SUPPLIED RECORDS:
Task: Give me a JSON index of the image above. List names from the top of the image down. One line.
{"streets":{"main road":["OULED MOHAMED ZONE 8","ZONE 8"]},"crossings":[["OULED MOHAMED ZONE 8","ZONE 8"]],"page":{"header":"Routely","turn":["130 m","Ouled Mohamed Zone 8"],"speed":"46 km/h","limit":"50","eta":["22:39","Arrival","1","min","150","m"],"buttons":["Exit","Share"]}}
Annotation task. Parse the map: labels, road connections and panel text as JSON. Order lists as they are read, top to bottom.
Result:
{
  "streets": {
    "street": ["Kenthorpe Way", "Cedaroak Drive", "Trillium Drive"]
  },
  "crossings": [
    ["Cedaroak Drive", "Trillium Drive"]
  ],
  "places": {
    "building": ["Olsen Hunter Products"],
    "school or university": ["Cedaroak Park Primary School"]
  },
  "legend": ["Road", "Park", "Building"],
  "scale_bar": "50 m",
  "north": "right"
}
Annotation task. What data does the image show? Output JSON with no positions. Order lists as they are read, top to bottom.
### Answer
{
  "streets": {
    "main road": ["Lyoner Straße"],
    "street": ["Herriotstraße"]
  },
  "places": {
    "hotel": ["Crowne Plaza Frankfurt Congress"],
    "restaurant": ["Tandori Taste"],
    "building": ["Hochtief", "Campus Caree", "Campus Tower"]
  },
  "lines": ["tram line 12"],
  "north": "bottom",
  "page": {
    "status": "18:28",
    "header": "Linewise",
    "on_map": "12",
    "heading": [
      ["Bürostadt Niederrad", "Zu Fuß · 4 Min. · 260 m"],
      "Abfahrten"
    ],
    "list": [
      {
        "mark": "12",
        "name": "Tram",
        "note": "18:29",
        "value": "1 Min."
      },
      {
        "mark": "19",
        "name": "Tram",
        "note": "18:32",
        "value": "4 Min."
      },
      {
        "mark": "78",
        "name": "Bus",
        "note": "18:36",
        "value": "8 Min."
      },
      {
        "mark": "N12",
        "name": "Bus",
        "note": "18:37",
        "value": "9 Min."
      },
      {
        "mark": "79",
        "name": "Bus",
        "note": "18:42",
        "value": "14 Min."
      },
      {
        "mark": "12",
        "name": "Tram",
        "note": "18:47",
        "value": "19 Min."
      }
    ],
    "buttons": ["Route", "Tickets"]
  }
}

TASK REQUIREMENTS: Say how many lines above include "Order". The number alone is the answer.

WRITTEN RESPONSE: 2